** Opening EXERCISE DATA block **

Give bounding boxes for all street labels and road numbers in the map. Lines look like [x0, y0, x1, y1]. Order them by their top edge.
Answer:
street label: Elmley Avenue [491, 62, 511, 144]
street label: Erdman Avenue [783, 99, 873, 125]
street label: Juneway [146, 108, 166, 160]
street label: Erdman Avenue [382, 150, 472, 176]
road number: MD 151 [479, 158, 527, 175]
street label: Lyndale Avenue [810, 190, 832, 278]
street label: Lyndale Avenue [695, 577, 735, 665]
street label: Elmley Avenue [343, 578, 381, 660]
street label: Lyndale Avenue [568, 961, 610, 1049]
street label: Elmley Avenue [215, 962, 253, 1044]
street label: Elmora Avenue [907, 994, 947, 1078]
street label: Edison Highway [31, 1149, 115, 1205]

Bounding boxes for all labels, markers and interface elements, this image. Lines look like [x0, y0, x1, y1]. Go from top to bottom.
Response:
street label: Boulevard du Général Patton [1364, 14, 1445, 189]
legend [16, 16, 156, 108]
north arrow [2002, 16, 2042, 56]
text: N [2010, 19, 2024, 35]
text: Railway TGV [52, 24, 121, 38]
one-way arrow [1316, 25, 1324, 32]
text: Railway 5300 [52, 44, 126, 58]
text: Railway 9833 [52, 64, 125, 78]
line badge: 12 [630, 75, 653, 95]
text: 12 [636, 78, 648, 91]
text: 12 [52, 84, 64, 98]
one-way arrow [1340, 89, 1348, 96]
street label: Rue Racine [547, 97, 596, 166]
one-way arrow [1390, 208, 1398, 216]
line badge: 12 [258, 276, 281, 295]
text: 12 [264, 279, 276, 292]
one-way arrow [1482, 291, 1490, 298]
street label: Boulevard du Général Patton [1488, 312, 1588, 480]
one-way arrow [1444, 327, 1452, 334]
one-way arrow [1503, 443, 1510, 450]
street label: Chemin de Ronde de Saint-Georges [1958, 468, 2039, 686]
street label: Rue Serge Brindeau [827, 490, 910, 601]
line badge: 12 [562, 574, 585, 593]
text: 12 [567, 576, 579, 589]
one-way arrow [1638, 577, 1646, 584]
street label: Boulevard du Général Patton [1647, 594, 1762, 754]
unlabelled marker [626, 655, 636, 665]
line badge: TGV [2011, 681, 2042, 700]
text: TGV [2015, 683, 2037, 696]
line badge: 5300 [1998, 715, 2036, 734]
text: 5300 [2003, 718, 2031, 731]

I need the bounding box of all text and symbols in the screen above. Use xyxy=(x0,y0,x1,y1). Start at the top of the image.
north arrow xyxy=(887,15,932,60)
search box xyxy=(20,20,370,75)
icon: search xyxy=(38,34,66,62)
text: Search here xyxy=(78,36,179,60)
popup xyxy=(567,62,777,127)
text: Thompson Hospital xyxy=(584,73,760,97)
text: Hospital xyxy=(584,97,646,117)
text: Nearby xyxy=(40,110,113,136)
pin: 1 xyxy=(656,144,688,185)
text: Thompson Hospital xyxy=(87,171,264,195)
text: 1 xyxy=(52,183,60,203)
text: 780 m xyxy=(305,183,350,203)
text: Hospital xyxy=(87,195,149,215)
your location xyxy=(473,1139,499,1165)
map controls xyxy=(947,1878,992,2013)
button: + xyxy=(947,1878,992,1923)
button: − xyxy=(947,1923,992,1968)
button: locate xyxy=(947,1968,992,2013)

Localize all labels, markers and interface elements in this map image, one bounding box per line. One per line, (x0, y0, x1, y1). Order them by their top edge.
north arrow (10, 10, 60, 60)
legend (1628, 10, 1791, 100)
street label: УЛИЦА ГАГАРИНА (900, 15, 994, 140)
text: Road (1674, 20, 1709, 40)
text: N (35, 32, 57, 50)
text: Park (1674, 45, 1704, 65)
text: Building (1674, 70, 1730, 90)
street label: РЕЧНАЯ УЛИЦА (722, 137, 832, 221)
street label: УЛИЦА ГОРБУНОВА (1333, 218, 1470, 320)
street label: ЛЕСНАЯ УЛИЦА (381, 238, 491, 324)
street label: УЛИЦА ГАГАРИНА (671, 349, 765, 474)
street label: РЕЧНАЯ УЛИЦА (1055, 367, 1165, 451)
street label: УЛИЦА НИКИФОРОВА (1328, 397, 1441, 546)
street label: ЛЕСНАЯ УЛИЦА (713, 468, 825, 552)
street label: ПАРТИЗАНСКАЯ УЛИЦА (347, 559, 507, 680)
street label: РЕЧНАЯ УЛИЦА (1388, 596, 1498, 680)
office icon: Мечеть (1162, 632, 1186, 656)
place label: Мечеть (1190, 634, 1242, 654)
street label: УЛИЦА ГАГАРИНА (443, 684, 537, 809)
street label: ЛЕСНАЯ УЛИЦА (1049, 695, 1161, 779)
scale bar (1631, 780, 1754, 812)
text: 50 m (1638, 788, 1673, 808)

** Closing EXERCISE DATA block **

### AIM OF THE EXERCISE
Give back the whole listing above. Keep every character the same.

### FINISHED EXERCISE
Give bounding boxes for all street labels and road numbers in the map. Lines look like [x0, y0, x1, y1]. Order them by their top edge.
Answer:
street label: Elmley Avenue [491, 62, 511, 144]
street label: Erdman Avenue [783, 99, 873, 125]
street label: Juneway [146, 108, 166, 160]
street label: Erdman Avenue [382, 150, 472, 176]
road number: MD 151 [479, 158, 527, 175]
street label: Lyndale Avenue [810, 190, 832, 278]
street label: Lyndale Avenue [695, 577, 735, 665]
street label: Elmley Avenue [343, 578, 381, 660]
street label: Lyndale Avenue [568, 961, 610, 1049]
street label: Elmley Avenue [215, 962, 253, 1044]
street label: Elmora Avenue [907, 994, 947, 1078]
street label: Edison Highway [31, 1149, 115, 1205]

Bounding boxes for all labels, markers and interface elements, this image. Lines look like [x0, y0, x1, y1]. Go from top to bottom.
Response:
street label: Boulevard du Général Patton [1364, 14, 1445, 189]
legend [16, 16, 156, 108]
north arrow [2002, 16, 2042, 56]
text: N [2010, 19, 2024, 35]
text: Railway TGV [52, 24, 121, 38]
one-way arrow [1316, 25, 1324, 32]
text: Railway 5300 [52, 44, 126, 58]
text: Railway 9833 [52, 64, 125, 78]
line badge: 12 [630, 75, 653, 95]
text: 12 [636, 78, 648, 91]
text: 12 [52, 84, 64, 98]
one-way arrow [1340, 89, 1348, 96]
street label: Rue Racine [547, 97, 596, 166]
one-way arrow [1390, 208, 1398, 216]
line badge: 12 [258, 276, 281, 295]
text: 12 [264, 279, 276, 292]
one-way arrow [1482, 291, 1490, 298]
street label: Boulevard du Général Patton [1488, 312, 1588, 480]
one-way arrow [1444, 327, 1452, 334]
one-way arrow [1503, 443, 1510, 450]
street label: Chemin de Ronde de Saint-Georges [1958, 468, 2039, 686]
street label: Rue Serge Brindeau [827, 490, 910, 601]
line badge: 12 [562, 574, 585, 593]
text: 12 [567, 576, 579, 589]
one-way arrow [1638, 577, 1646, 584]
street label: Boulevard du Général Patton [1647, 594, 1762, 754]
unlabelled marker [626, 655, 636, 665]
line badge: TGV [2011, 681, 2042, 700]
text: TGV [2015, 683, 2037, 696]
line badge: 5300 [1998, 715, 2036, 734]
text: 5300 [2003, 718, 2031, 731]

I need the bounding box of all text and symbols in the screen above. Use xyxy=(x0,y0,x1,y1). Start at the top of the image.
north arrow xyxy=(887,15,932,60)
search box xyxy=(20,20,370,75)
icon: search xyxy=(38,34,66,62)
text: Search here xyxy=(78,36,179,60)
popup xyxy=(567,62,777,127)
text: Thompson Hospital xyxy=(584,73,760,97)
text: Hospital xyxy=(584,97,646,117)
text: Nearby xyxy=(40,110,113,136)
pin: 1 xyxy=(656,144,688,185)
text: Thompson Hospital xyxy=(87,171,264,195)
text: 1 xyxy=(52,183,60,203)
text: 780 m xyxy=(305,183,350,203)
text: Hospital xyxy=(87,195,149,215)
your location xyxy=(473,1139,499,1165)
map controls xyxy=(947,1878,992,2013)
button: + xyxy=(947,1878,992,1923)
button: − xyxy=(947,1923,992,1968)
button: locate xyxy=(947,1968,992,2013)

Localize all labels, markers and interface elements in this map image, one bounding box per line. One per line, (x0, y0, x1, y1). Order them by their top edge.
north arrow (10, 10, 60, 60)
legend (1628, 10, 1791, 100)
street label: УЛИЦА ГАГАРИНА (900, 15, 994, 140)
text: Road (1674, 20, 1709, 40)
text: N (35, 32, 57, 50)
text: Park (1674, 45, 1704, 65)
text: Building (1674, 70, 1730, 90)
street label: РЕЧНАЯ УЛИЦА (722, 137, 832, 221)
street label: УЛИЦА ГОРБУНОВА (1333, 218, 1470, 320)
street label: ЛЕСНАЯ УЛИЦА (381, 238, 491, 324)
street label: УЛИЦА ГАГАРИНА (671, 349, 765, 474)
street label: РЕЧНАЯ УЛИЦА (1055, 367, 1165, 451)
street label: УЛИЦА НИКИФОРОВА (1328, 397, 1441, 546)
street label: ЛЕСНАЯ УЛИЦА (713, 468, 825, 552)
street label: ПАРТИЗАНСКАЯ УЛИЦА (347, 559, 507, 680)
street label: РЕЧНАЯ УЛИЦА (1388, 596, 1498, 680)
office icon: Мечеть (1162, 632, 1186, 656)
place label: Мечеть (1190, 634, 1242, 654)
street label: УЛИЦА ГАГАРИНА (443, 684, 537, 809)
street label: ЛЕСНАЯ УЛИЦА (1049, 695, 1161, 779)
scale bar (1631, 780, 1754, 812)
text: 50 m (1638, 788, 1673, 808)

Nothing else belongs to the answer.